• [WHAT THIS TASK INVOLVES] Lines that include the word "stream" should be copied from the listing that follows.
- Opening Delimiter -
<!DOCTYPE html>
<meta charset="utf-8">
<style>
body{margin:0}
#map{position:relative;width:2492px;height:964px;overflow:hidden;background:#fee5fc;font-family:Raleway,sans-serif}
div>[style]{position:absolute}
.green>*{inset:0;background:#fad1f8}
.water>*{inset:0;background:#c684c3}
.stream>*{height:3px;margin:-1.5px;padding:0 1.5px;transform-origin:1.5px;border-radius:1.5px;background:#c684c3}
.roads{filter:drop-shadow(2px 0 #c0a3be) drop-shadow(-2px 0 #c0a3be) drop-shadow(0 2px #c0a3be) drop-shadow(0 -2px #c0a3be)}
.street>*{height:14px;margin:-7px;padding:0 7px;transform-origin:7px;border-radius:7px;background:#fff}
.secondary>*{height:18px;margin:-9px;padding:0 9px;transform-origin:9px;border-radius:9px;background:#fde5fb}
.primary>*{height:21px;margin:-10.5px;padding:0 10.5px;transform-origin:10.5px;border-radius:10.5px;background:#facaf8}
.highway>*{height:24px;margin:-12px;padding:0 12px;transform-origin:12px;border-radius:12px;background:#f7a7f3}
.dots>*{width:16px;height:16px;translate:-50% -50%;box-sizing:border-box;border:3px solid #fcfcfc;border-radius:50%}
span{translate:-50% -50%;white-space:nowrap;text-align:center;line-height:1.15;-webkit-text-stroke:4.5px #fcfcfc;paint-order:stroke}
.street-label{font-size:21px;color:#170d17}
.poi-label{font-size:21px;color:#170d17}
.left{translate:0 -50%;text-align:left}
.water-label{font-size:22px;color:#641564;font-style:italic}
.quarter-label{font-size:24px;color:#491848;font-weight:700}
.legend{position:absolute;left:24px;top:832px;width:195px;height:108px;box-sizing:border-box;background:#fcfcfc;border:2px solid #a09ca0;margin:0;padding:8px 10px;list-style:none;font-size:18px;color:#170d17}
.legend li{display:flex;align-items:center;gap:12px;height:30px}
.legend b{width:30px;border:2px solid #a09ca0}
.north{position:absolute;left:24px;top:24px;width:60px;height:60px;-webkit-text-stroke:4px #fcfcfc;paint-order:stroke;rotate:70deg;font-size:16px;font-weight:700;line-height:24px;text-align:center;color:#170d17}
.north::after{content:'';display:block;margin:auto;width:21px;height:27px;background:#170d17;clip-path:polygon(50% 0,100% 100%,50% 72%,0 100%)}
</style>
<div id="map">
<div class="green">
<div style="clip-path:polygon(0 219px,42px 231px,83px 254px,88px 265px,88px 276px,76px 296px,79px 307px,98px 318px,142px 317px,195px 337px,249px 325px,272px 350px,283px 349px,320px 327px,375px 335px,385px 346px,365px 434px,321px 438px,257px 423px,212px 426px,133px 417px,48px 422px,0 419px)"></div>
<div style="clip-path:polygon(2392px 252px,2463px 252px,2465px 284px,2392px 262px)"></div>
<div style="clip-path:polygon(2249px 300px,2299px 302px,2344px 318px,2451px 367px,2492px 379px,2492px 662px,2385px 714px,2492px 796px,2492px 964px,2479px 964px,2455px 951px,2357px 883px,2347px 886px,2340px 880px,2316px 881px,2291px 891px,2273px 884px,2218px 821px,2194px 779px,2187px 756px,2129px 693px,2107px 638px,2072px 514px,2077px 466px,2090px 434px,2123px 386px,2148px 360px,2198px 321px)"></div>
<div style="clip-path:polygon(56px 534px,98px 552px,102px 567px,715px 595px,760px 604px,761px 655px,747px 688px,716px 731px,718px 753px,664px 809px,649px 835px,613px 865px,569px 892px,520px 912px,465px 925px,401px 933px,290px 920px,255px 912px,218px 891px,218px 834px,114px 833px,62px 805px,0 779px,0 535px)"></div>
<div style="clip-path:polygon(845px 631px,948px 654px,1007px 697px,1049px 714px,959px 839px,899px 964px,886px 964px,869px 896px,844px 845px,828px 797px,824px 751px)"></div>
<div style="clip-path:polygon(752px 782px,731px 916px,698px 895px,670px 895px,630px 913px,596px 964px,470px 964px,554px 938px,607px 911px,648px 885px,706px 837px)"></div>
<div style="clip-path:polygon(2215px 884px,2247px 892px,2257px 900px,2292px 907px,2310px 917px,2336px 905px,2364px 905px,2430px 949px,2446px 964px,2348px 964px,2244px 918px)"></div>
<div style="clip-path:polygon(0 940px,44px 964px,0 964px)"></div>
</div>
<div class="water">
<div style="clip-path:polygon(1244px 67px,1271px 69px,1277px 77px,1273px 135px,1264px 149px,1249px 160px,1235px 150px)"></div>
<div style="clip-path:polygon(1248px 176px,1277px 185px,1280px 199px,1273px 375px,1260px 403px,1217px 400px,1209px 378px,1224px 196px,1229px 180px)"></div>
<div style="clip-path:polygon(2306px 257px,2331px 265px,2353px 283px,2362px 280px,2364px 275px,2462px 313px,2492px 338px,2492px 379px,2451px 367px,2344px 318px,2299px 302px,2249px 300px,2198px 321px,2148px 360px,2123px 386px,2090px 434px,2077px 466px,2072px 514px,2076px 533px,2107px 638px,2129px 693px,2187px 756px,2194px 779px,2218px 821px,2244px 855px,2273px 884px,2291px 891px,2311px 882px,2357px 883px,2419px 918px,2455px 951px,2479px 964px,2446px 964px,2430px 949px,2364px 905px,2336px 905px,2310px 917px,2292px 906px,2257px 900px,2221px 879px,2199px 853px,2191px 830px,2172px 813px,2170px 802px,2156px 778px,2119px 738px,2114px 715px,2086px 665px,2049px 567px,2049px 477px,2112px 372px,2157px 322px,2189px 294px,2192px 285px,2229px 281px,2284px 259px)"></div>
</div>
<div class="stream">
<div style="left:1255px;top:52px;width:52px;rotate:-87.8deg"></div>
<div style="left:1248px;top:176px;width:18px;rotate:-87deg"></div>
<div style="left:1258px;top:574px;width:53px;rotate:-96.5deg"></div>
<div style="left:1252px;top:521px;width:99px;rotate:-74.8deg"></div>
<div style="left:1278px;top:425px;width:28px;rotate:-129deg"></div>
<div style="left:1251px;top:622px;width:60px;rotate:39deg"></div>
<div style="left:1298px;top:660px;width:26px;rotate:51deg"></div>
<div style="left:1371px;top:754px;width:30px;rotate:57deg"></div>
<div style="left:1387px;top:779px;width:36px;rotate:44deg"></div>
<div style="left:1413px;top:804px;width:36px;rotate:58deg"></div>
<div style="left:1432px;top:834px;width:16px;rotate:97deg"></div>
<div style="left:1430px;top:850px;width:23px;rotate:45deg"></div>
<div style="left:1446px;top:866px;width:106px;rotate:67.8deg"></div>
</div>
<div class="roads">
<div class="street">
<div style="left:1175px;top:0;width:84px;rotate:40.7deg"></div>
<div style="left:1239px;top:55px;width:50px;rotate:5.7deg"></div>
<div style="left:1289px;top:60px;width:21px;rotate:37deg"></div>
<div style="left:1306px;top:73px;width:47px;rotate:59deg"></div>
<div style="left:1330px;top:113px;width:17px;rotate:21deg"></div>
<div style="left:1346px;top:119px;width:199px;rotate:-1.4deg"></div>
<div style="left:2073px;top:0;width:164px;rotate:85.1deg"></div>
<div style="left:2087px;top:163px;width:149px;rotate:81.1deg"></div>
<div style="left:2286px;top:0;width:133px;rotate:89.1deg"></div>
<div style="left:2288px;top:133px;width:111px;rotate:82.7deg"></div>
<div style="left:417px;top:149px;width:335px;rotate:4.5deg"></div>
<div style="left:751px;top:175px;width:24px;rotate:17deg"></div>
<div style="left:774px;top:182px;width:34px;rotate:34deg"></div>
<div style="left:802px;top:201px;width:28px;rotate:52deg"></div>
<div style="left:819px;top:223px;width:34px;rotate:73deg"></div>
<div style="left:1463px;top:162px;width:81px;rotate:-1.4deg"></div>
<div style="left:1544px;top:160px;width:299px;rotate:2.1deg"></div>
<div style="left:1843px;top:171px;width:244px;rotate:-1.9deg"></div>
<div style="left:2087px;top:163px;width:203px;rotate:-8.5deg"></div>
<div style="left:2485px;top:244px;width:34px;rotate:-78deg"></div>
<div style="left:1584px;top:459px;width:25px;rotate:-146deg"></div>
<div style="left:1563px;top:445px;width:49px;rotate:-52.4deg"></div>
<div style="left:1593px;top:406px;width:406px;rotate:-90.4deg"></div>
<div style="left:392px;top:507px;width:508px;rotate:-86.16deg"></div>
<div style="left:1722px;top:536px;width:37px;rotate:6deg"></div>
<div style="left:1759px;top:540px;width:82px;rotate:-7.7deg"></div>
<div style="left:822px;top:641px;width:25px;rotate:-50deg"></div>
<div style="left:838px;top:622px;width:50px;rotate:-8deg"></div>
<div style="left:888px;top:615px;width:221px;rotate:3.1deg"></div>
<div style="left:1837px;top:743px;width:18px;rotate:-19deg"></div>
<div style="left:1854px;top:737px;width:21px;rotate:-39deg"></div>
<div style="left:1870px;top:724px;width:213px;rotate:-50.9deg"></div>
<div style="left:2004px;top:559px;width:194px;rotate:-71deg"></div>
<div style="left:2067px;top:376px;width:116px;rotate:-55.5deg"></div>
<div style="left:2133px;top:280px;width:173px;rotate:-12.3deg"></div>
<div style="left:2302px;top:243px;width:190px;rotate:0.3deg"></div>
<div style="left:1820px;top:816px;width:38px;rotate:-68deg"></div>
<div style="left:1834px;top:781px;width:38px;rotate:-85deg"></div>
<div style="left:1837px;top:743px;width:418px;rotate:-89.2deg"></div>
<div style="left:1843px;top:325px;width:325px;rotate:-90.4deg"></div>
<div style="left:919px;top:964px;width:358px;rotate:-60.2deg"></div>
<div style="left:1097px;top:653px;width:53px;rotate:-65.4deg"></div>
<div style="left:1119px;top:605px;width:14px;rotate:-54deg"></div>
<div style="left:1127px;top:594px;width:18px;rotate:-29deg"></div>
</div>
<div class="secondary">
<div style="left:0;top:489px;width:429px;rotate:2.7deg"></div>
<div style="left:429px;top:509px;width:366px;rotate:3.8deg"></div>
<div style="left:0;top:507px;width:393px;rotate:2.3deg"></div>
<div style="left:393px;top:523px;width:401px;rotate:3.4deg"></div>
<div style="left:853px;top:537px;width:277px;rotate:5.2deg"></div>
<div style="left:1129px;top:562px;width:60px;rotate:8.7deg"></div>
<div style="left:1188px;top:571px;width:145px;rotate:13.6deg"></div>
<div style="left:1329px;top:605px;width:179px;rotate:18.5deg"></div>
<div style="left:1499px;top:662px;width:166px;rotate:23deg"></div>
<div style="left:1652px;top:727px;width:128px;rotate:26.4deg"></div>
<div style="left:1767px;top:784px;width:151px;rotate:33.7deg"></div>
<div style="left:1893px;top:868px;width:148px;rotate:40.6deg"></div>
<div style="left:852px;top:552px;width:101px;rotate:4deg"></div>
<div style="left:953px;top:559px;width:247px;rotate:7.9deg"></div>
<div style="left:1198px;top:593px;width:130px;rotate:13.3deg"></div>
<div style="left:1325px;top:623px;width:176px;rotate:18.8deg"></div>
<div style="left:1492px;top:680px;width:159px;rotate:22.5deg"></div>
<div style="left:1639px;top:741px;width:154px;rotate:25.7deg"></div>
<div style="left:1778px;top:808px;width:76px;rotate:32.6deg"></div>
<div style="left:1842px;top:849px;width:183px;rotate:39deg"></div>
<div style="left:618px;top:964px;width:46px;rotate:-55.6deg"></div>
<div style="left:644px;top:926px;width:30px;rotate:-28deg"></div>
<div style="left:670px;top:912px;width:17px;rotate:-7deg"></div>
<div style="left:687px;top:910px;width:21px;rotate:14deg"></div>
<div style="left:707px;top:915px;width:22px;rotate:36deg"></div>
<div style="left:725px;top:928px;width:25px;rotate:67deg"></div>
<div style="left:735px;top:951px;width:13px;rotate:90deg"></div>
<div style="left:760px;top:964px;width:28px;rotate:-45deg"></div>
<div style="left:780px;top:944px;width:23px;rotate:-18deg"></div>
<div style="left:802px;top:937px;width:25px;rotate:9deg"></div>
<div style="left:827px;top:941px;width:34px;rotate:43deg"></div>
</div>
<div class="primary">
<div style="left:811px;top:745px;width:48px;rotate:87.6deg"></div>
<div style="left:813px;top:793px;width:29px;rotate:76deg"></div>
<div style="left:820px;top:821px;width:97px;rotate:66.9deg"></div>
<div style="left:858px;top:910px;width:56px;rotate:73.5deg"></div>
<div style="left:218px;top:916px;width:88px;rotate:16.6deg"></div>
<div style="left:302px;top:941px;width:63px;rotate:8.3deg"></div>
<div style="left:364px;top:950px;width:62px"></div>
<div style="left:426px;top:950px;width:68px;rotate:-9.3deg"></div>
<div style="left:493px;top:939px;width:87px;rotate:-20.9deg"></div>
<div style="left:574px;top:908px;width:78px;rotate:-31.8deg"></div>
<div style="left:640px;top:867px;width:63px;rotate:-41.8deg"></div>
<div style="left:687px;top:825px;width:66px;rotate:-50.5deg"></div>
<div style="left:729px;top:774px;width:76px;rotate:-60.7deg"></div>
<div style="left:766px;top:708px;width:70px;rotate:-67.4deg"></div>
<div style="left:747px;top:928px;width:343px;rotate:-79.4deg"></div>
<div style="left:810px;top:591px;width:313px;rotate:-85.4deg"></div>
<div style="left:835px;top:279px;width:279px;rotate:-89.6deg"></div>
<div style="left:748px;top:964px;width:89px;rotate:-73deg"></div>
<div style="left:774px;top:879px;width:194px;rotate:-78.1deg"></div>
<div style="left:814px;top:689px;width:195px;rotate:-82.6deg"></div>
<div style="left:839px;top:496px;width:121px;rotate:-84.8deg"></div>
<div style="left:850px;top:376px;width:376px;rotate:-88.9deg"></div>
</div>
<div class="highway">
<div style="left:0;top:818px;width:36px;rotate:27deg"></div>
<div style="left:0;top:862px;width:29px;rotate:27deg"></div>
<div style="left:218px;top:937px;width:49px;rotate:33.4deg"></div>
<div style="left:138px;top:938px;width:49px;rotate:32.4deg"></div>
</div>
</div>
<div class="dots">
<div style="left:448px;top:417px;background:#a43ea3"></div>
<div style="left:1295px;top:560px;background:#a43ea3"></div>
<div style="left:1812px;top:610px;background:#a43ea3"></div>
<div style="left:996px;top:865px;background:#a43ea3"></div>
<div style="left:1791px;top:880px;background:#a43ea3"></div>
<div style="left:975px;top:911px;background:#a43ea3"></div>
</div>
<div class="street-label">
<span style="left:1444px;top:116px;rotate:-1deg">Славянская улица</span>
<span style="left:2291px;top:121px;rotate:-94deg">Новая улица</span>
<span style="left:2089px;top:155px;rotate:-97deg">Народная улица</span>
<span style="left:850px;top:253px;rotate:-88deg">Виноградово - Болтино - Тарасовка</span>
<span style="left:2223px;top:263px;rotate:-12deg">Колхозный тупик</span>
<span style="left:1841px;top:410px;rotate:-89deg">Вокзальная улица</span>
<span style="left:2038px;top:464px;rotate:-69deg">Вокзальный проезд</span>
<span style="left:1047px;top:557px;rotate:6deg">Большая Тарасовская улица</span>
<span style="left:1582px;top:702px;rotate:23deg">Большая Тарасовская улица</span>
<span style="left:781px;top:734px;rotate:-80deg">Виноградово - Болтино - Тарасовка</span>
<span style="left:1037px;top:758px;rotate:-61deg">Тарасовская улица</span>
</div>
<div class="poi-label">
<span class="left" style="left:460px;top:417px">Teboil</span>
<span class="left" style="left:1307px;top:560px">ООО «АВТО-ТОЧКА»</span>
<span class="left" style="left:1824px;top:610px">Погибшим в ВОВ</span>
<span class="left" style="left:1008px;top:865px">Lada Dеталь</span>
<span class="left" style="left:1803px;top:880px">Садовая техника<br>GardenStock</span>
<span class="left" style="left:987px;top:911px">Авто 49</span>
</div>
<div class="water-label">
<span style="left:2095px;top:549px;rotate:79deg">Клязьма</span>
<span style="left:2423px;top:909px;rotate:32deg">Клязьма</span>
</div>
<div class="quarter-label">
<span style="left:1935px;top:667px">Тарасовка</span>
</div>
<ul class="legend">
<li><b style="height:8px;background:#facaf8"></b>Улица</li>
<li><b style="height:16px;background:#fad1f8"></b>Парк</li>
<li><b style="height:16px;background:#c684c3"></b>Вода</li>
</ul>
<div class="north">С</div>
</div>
- Closing Delimiter -
• [REPLY TO THE EXERCISE]
.stream>*{height:3px;margin:-1.5px;padding:0 1.5px;transform-origin:1.5px;border-radius:1.5px;background:#c684c3}
<div class="stream">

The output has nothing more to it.